I am writing a library that uses a surface (to re-sample and write to a texture) for a performance gain:
...
surface<void, 2> my_surf2D; //allows writing to a texture
...
The target platform GPU has compute capability 2.0 and I can compile my code with:
nvcc -arch=sm_20 ...
and it works just fine.
The problem is when I am trying to develop and debug the library on my laptop which has an NVIDIA ION GPU with compute capability 1.1 (I would also like my library to be backwards compatible).
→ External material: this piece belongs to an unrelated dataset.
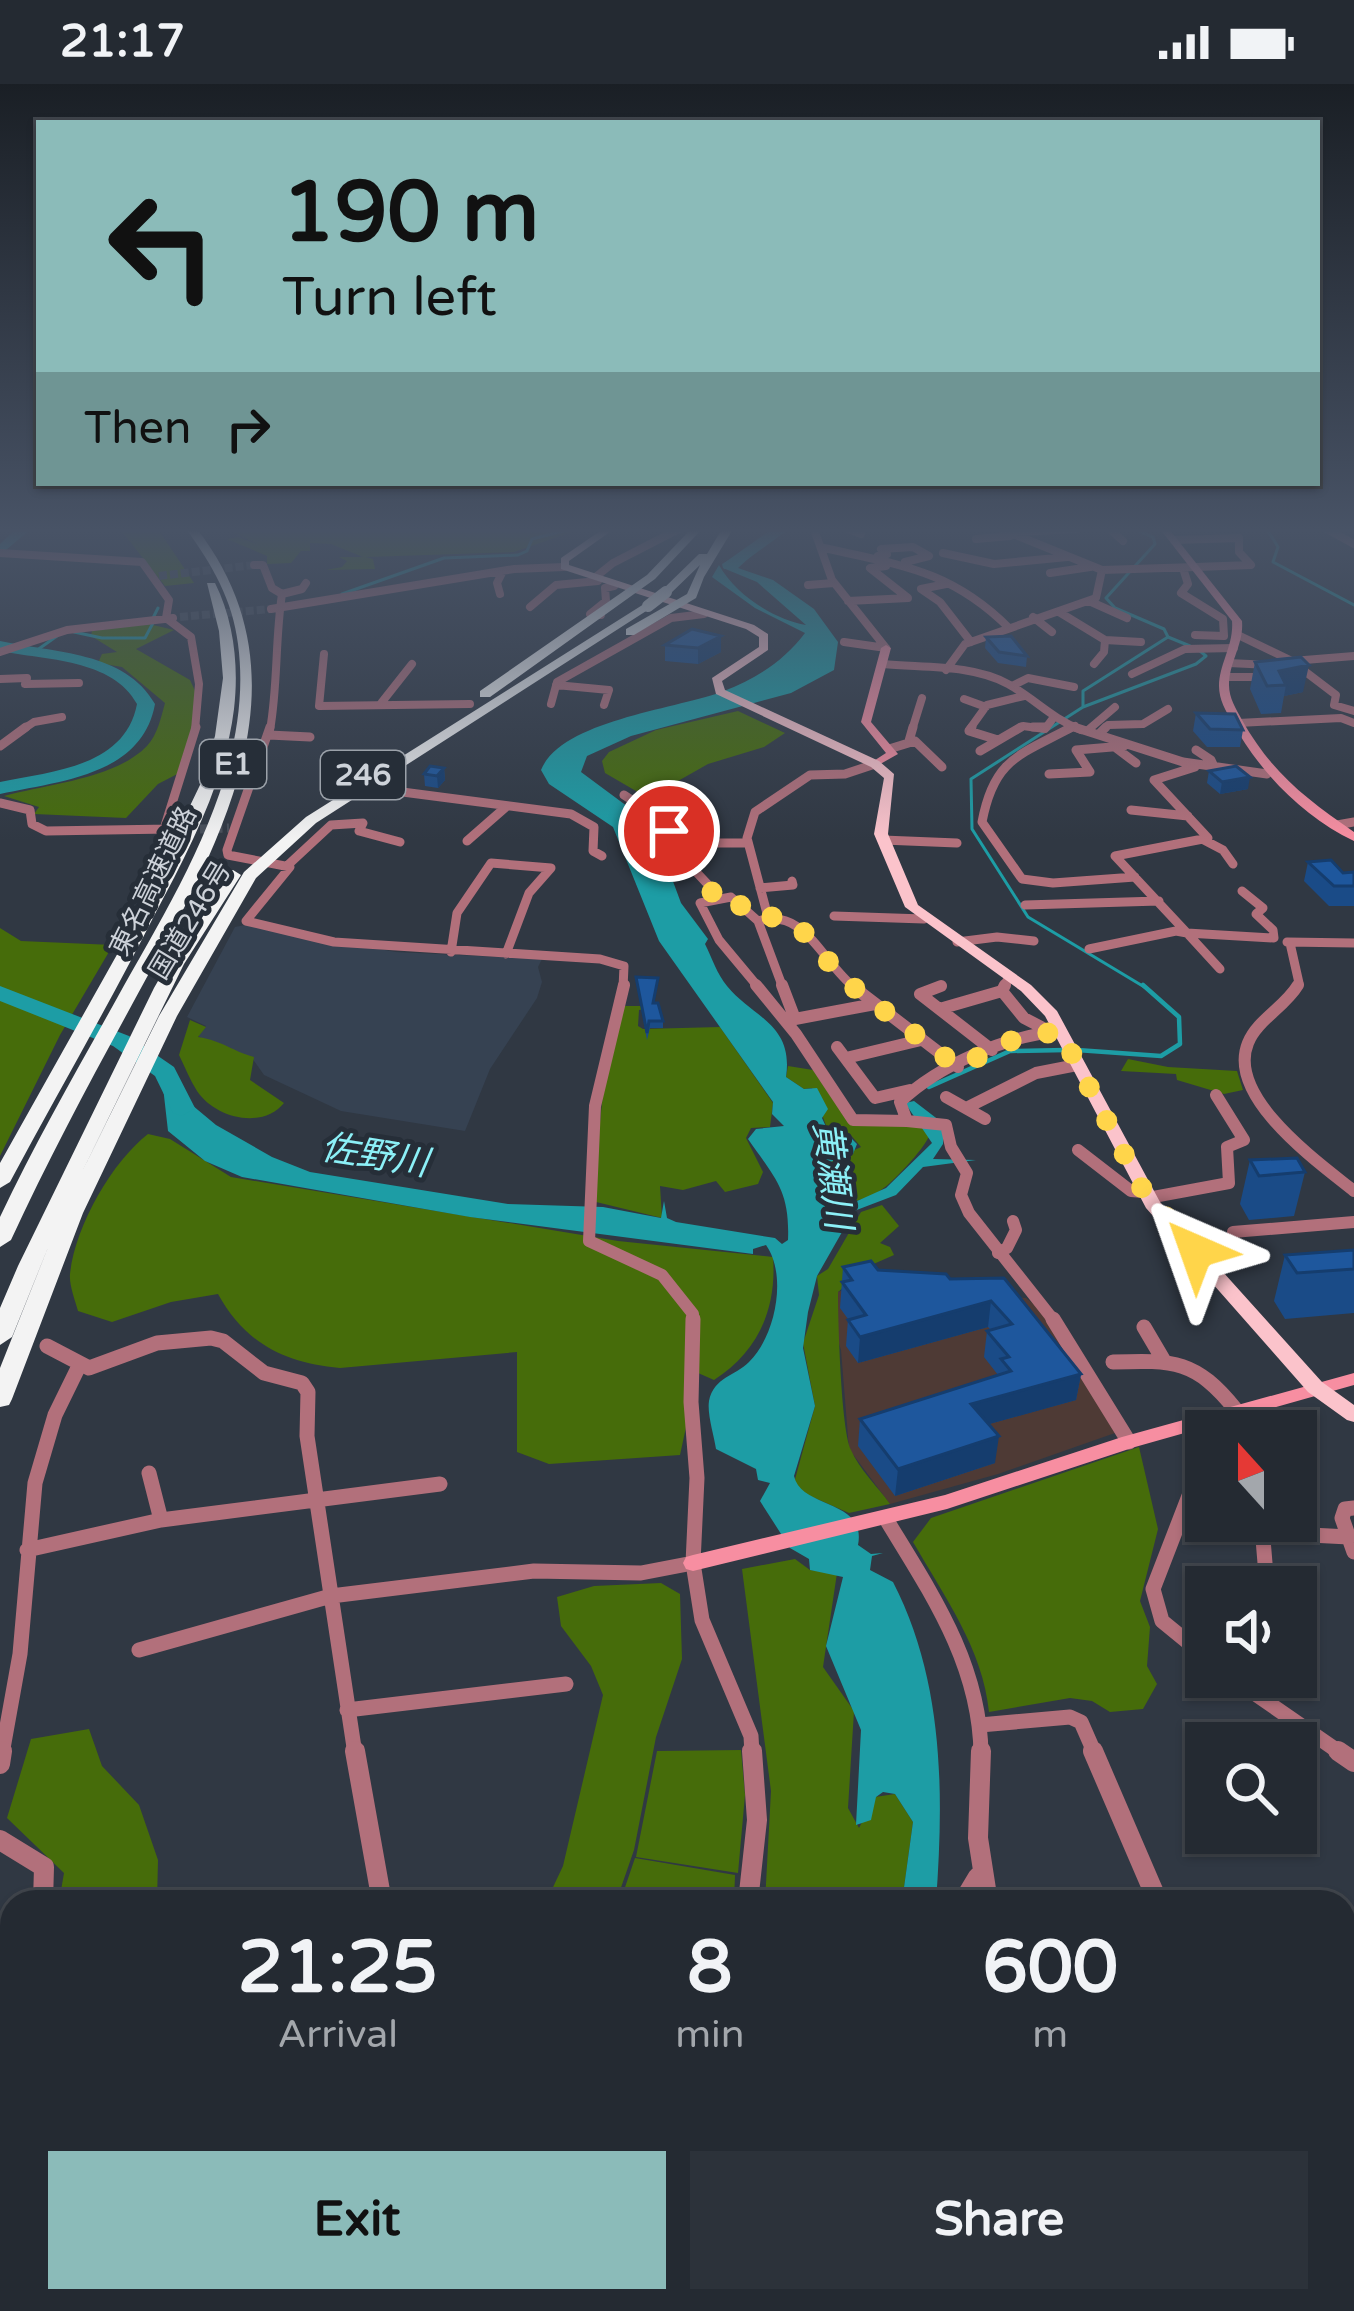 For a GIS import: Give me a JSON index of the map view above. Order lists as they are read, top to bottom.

I know this architecture does not support surfaces so I used the nvcc macros in my device code to define an alternate code path for this older architecture:
#if (__CUDA_ARCH__ < 200)
#warning using kernel for CUDA ARCH < 2.0
...
temp_array[...] = tex3D(my_tex,X,Y,Z+0.5f);
#else
...
surf2Dwrite( tex3D(my_tex,X,Y,Z+0.5f), my_surf2D, ix*4, iy,cudaBoundaryModeTrap);
#endif
The problem is that when I do:
nvcc -gencode arch=compute_11,code=sm_11
I get this error:
ptxas PTX/myLibrary.ptx, line 1784; fatal : Parsing error near '.surf': syntax error
When I look at the PTX file is see what appears to be the surface declaration:
.surf .u32 _ZN16LIB_15my_surf2DE;
If I try to put a similar macro around the surface declaration in my source code:
#ifdef __CUDACC__
#if __CUDA_ARCH__ < 200
#warning skipping surface declaration for nvcc trajectory
#else
surface ...
#endif
#else
#warning keeping surface declaration by default
surface ...
#endif
I get an error saying the surface variable is undefined in the host code call to to bind cuda surface to array. Should I add the macro around the bind function as well?
I'm not sure if it is possible, or if I goofed somewhere, please help.